■ Exercise data ■
..............................

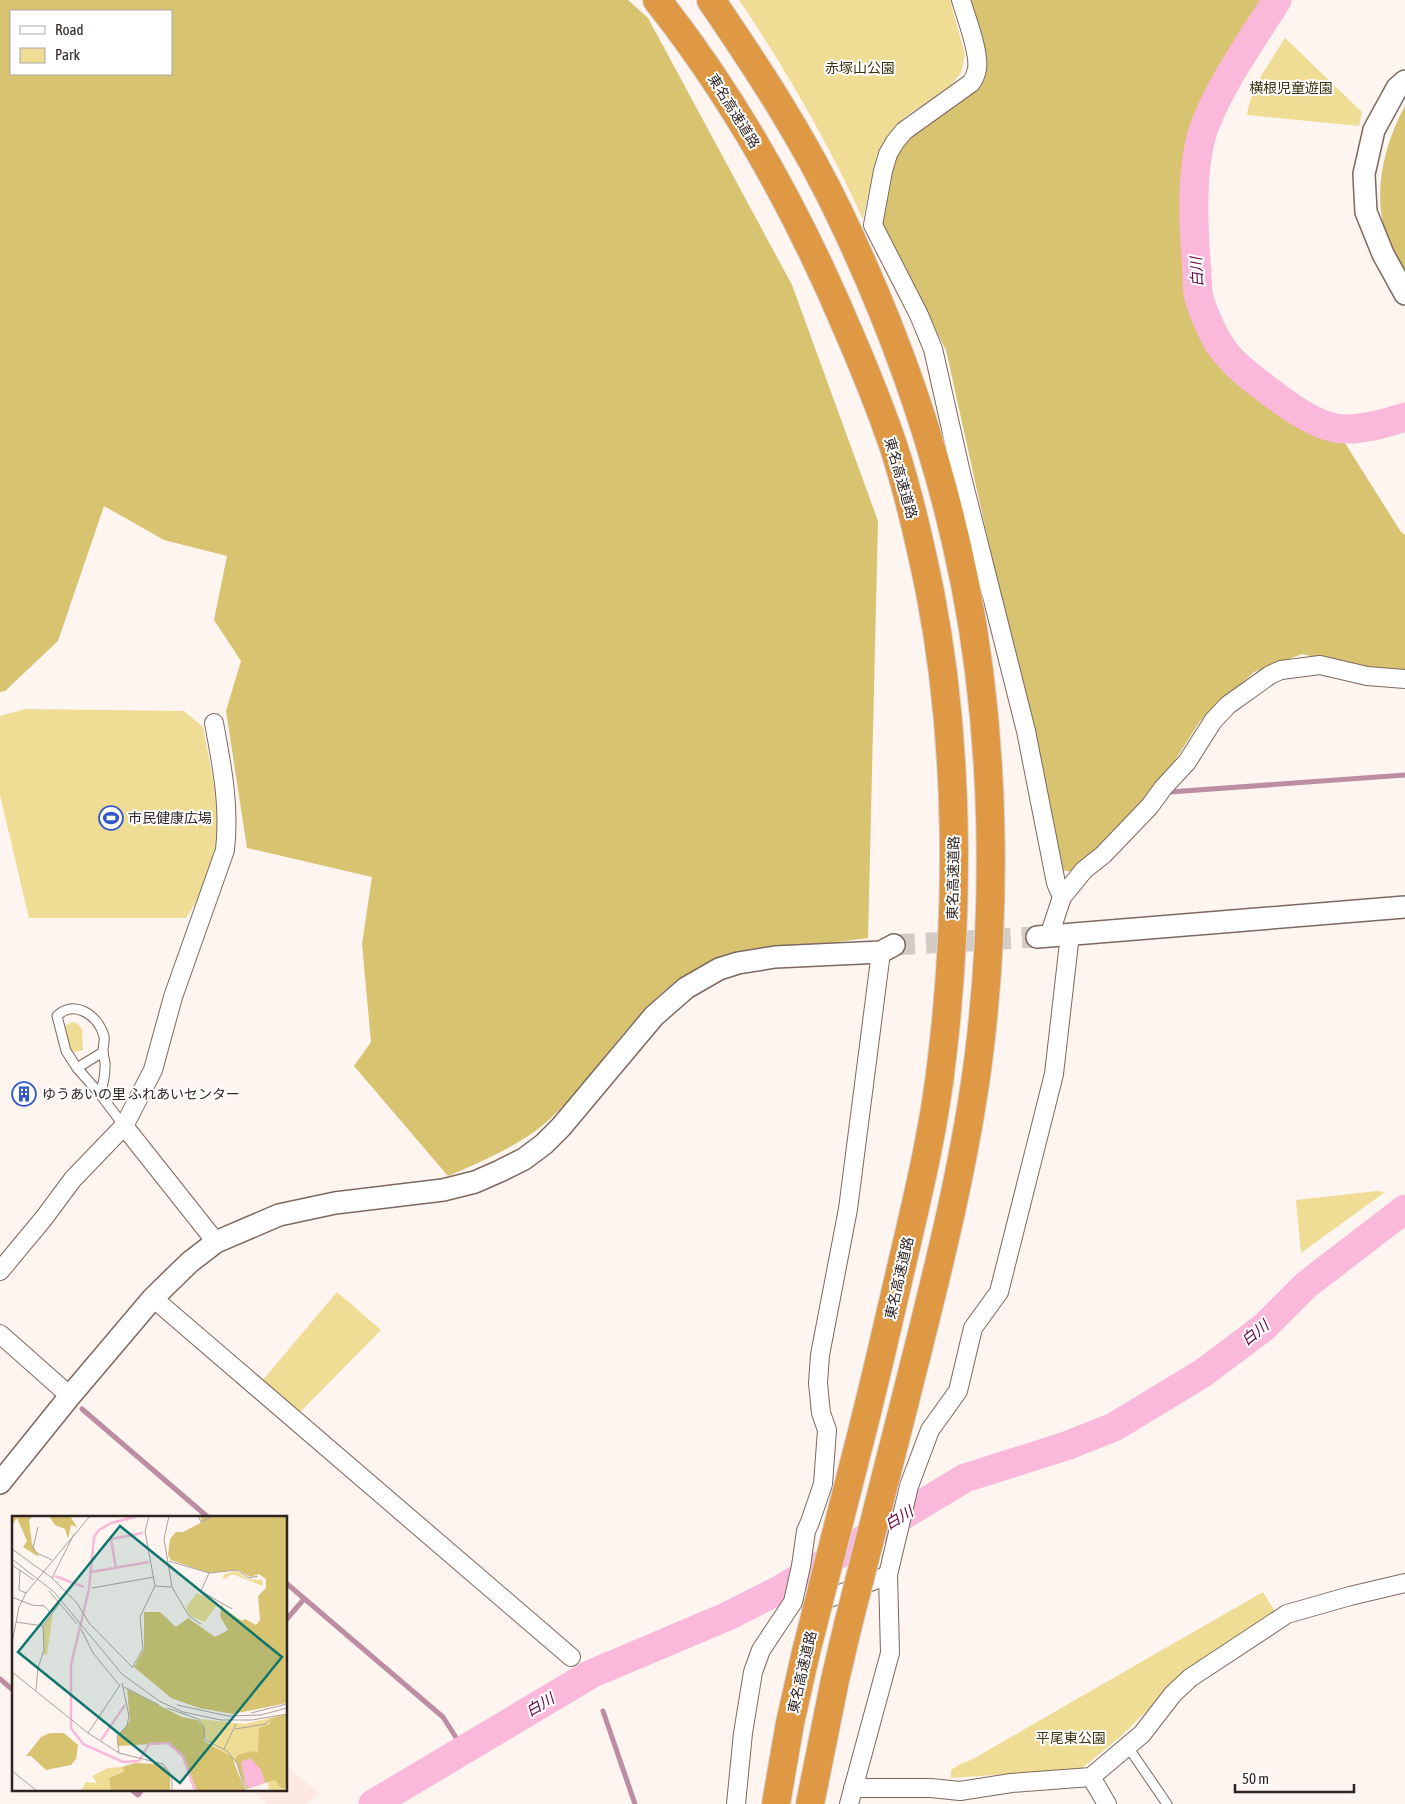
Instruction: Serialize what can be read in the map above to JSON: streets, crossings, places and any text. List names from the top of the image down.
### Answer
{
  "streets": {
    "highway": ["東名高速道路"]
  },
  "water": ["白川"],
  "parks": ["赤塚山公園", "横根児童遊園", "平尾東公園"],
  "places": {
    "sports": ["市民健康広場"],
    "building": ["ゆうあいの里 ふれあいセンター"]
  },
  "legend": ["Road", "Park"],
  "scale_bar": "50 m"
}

..............................

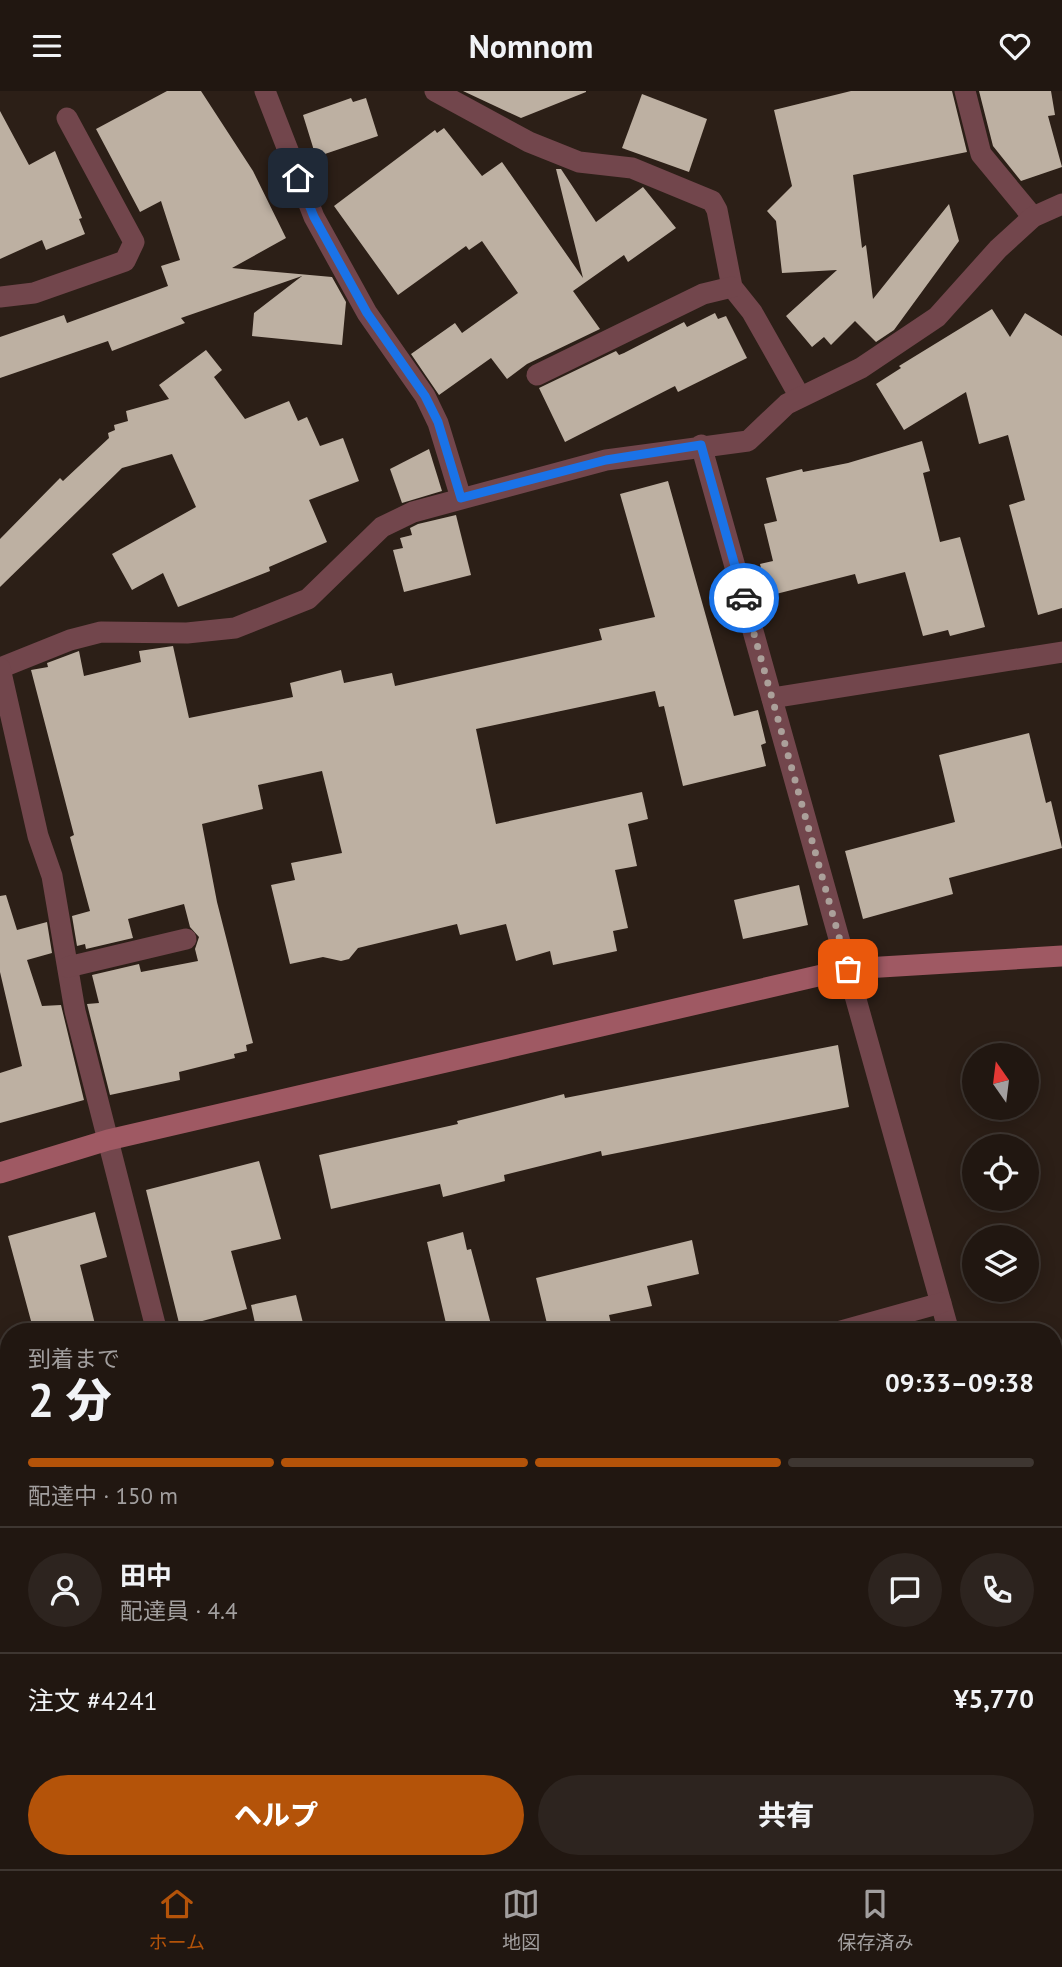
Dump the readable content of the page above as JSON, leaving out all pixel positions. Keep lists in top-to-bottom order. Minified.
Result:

..............................

■ How to complete this task ■
If a line of the listing above contains "JSON", pick it out and copy it.

■ Response for this exercise ■
Instruction: Serialize what can be read in the map above to JSON: streets, crossings, places and any text. List names from the top of the image down.
Dump the readable content of the page above as JSON, leaving out all pixel positions. Keep lists in top-to-bottom order. Minified.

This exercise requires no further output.